R=1/2at^2 ; 50.0m=1/2(4.00m/s^2)(t^2); t=5.00s, thus the car was on the cliff for 5seconds. ok, so.. Vi = 50.0m/5.00s = 10.0m/s. this is the initial velocity once the car is off the cliff. In respect to the vertical displacement, x=Vix*t - (1/2)(g)(t^2) ; 30.0m=(10.0m/s)(sin 66.0degrees)(t)-(4.9m/s^2)(t^2); by rearranging, we get (4.9m/s^2)t^2 - (9.14m/s)t + 30.0m = 0; by using the quadratic equation, we get t= 1.92, -.922; thus, t=1.92 because negative value for time does not exist. The car was in the air for 1.92 seconds.

If the car was on the cliff for 5 s, you have the acceleration, 4 m/s^2. Thus,
$$v_0 = gt = 4 \ m/s^2 \ * \ 5 \ s = 20 \ m/s$$

The car now falls under gravity from a height of 30 m.
$$30 = 20 \sin{24} \ * \ t + \frac{1}{2} gt^2$$.
That should give you the hangtime.
Horizontal motion is separated from vertical motion. Its initial velocity is 20 cos(24) m/s, but it takes t sec. to travel its horizontal distance.

 

[r3dxP]

what do i do for part A?

 

[StNowhere]

is g = 9.8m/s^2 or -9.8m/s^2?

As usual, it depends on which direction you're looking. Since the (vertical) velocity is directed down, the acceleration is down, and the displacement is down, I chose "down" to be the positive direction.

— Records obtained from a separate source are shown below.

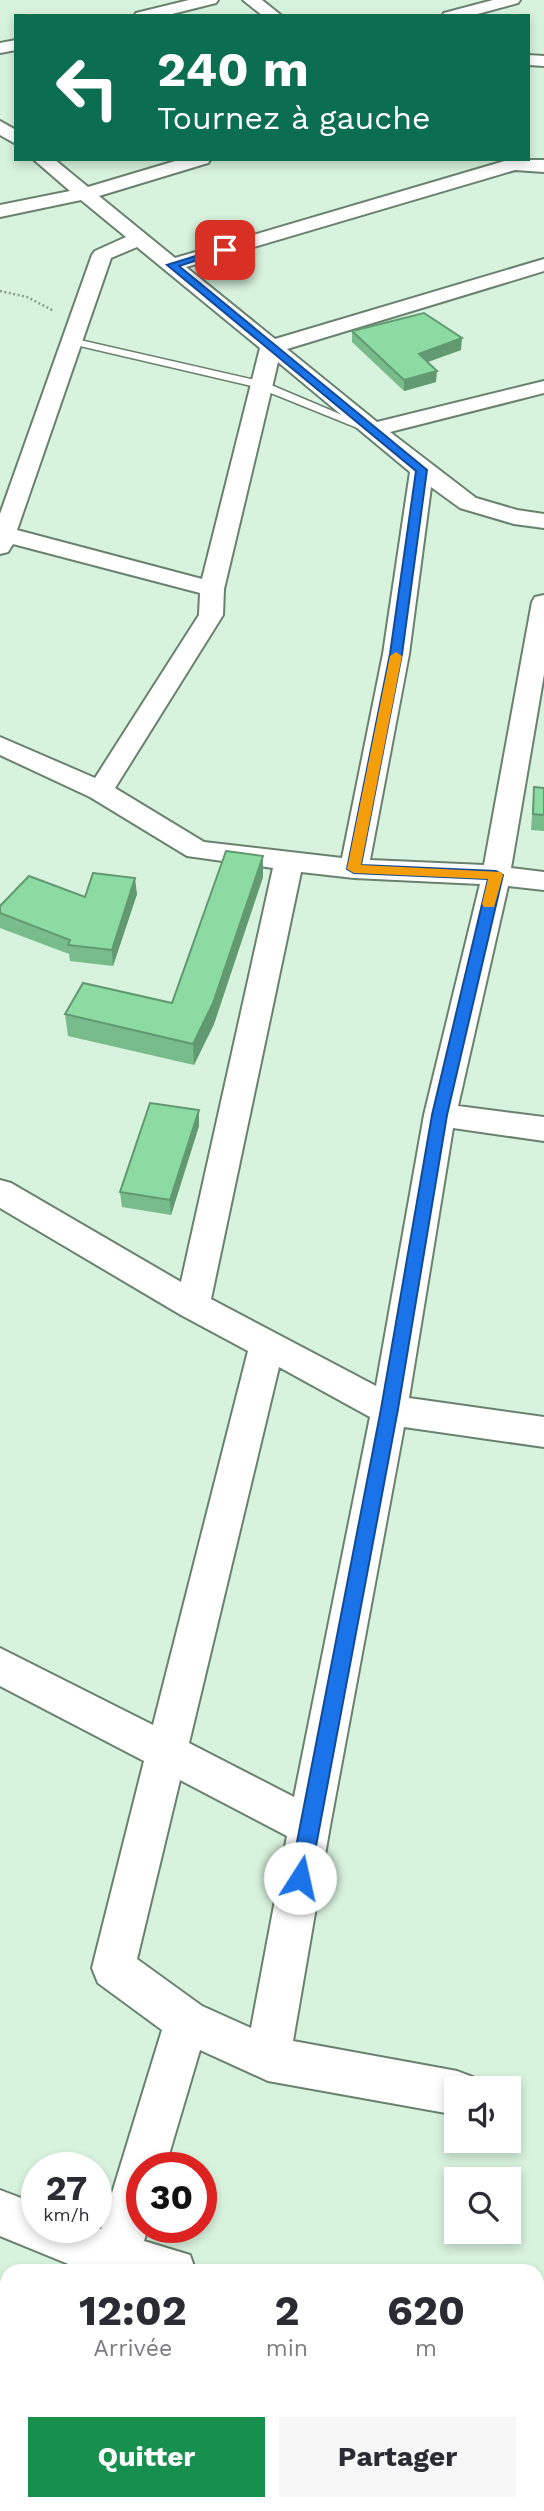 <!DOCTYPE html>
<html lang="fr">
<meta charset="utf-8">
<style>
:root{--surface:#fff;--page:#f7f7f7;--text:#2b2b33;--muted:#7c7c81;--accent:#16904c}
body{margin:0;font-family:"Work Sans",sans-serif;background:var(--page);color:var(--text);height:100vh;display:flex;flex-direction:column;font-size:26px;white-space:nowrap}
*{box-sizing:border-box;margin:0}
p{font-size:23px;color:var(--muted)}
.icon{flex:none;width:38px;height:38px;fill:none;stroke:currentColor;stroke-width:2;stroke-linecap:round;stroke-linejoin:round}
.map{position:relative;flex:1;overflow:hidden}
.panel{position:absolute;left:0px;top:2264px;width:544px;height:247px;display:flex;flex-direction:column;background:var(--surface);border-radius:21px 21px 0 0;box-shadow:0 4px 10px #0003}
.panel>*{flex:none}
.guide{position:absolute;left:14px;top:14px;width:516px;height:147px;border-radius:0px;box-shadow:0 4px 10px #0003;background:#0b6e4f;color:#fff;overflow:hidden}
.controls{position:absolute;left:444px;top:2076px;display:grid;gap:14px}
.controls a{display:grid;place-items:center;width:77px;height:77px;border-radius:0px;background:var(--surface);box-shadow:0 4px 10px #0003;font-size:35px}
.speed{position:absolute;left:21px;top:2152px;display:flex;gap:14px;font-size:35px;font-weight:700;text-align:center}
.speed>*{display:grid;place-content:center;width:91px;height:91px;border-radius:50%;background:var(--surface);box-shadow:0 4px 10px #0003;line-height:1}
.speed small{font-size:18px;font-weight:400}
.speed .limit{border:10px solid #d22;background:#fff;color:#111}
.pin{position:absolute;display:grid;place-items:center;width:60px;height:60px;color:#fff;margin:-30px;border-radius:14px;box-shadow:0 4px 10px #0006}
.me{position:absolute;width:77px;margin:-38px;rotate:10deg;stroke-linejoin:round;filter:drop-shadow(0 0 5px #0008)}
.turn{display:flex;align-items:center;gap:24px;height:147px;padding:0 28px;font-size:32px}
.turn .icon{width:91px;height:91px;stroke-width:2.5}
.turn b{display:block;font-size:49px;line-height:60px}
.eta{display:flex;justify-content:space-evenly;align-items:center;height:119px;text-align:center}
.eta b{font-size:42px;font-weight:700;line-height:49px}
.action{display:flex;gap:14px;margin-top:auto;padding:14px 28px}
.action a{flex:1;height:80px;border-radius:0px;background:var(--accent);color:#fff;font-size:28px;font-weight:700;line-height:80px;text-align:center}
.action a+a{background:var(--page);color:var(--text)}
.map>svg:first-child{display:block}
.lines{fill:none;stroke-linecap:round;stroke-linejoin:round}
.service-casing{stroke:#69816e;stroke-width:3}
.minor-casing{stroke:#69816e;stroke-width:4}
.path{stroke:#8a9d8e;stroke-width:2.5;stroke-dasharray:2 2.5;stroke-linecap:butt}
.service{fill:#fff;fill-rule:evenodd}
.minor{fill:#fff;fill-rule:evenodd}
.wall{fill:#78bc8b}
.shaded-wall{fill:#629971}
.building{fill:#8cdba2;stroke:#629971;stroke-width:2}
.route{fill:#1a73e8;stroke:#114b97;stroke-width:2}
.slow{fill:#f59e0b}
</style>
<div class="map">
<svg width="544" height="2511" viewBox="0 0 544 2511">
<rect width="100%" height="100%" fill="#d7f2dd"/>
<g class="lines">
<defs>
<polygon id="service" points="71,338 264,382 375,429 365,431 256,387 67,343 67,339"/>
<g id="minor">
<polygon points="189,0 218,0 216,3 164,16 134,16 136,13"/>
<polygon points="243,0 262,0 282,16 263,16"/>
<polygon points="493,0 520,0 518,3 470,16 442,16 444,13"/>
<polygon points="16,40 16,50 0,53 0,43"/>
<polygon points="528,55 544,56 544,66 528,65"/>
<polygon points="0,121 16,130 16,144 0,135"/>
<path d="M33,159H54L88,187L182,159H211L208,163L99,196L175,258L508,160H544V172L515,170L186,267L275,339L544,259V271L287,349L377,422L544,381V393L390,432L476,498L517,510L544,514V528L514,524L460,508L431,487L409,654L370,860L484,865L532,602L535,597L544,595V674L511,868L544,872V890L508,886L458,1106L544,1117V1141L453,1128L409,1398L544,1417V1447L404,1427L330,1826L293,2041L457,2071L473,2077L477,2088H457V2115L268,2081L200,2050L165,2168H142V2228H148L144,2241L190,2255L196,2272H88L0,2236V2190L37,2204V2228L101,2229L162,2030L98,1983L92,1968L144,1761L0,1686V1648L153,1725L248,1351L181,1315L0,1208V1180L11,1183L181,1282L273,868L187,856L90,797L0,755V737L95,778L199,615L200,593L13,544L8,552L0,554V514L92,255L95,251L126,237L81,200L0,217V205L70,191ZM137,247L260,348L202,579L17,530L111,258ZM278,362L410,472L383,654L342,858L204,842L115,788L223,615L224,589ZM301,872L354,878L480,884L424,1115L376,1386L211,1299ZM279,1367L370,1417L294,1797L189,1743ZM180,1780L287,1836L251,2028L202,2006L137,1959Z"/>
<polygon points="537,2339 544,2341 544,2389 537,2387"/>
<polygon points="39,2504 89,2504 87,2511 37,2511"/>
</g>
</defs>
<!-- service casing -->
<use href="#service" class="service-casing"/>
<!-- minor casing -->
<use href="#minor" class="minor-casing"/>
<!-- path -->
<polyline class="path" points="0,291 27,297 54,311"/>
<!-- service -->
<use href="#service" class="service"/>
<!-- minor -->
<use href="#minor" class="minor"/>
</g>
<!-- wall -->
<g class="wall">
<polygon points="352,331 461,350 428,362 436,382 404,391 352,342"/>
<polygon points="534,787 544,788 544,831 531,830"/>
<polygon points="263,877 214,1024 194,1065 68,1036 65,1014 172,1003"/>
<polygon points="137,894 113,966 70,961 69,954 0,928 0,906 85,897"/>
<polygon points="199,1110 199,1126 171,1215 122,1207 120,1192"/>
</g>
<!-- shaded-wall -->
<g class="shaded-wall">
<polygon points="462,338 461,350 419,365 419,354"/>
<polygon points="437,371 436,382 404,391 404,380"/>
<polygon points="263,856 263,877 214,1024 194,1065 193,1044"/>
<polygon points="135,878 137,894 113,966 112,950"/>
<polygon points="199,1110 199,1126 171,1215 170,1200"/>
</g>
<!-- building -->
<g class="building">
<polygon points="424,313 462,338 419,354 437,371 404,380 352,331"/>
<polygon points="534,787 544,788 544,815 533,814"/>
<polygon points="226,851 263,856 213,1003 193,1044 65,1014 83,983 172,1003"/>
<polygon points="93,873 135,878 112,950 68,945 70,940 0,913 0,906 29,876 85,897"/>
<polygon points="150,1103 199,1110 170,1200 120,1192"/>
</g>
<!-- route -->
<polygon class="route" points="221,248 229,250 179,266 427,470 402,654 361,865 496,871 503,875 447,1115 398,1409 310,1878 307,1885 300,1888 293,1885 290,1878 381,1409 432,1115 488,879 354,873 347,869 390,654 416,471 167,265"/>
<!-- slow -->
<polygon class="slow" points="396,652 402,656 361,865 501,872 503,875 494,907 484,907 482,904 488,879 354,873 347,869 390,656"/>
</svg>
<div class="controls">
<a><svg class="icon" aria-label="sound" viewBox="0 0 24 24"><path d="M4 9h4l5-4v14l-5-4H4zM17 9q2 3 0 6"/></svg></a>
<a><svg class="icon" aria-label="search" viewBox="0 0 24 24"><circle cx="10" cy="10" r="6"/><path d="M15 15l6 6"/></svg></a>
</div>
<div class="speed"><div>27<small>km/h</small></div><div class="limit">30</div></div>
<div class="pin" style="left:225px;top:250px;background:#d93025"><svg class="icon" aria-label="arrive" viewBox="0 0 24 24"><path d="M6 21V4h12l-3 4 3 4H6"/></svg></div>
<svg class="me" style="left:300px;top:1878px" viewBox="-20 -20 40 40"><circle r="19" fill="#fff"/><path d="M0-13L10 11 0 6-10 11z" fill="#1a73e8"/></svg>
<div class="guide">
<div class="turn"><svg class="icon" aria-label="left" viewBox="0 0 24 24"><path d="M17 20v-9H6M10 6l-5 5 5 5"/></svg><div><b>240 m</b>Tournez à gauche</div></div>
</div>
<section class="panel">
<div class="eta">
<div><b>12:02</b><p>Arrivée</p></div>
<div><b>2</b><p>min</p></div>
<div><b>620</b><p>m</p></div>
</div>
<div class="action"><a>Quitter</a><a>Partager</a></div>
</section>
</div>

So use the positive value for g.

 

[StNowhere]

what do i do for part A?

The time the car spends in the air is also the only time the car has to travel horizontally. You have the initial velocity and the angle, so you should be able to calculate the initial horizontal velocity. Once you have that, velocity times time equals ...?

 

[r3dxP]

ah i get 32.6m. but wouldn't i have to add 50sin66 to it because you have to add the distance the car traveled while declining from the cliff to the edge of the cliff?

 

[StNowhere]

ah i get 32.6m. but wouldn't i have to add 50sin66 to it because you have to add the distance the car traveled while declining from the cliff to the edge of the cliff?

That depends on the shape of the cliff as defined in the original problem. I imagined it as a straight drop-off at the end, in which case the base of the cliff is directly below the point where the car leaves the cliff, in which case, no, you don't need to add on, since the question asks for the distance from the base. If the cliff is differently shaped, that would play a role.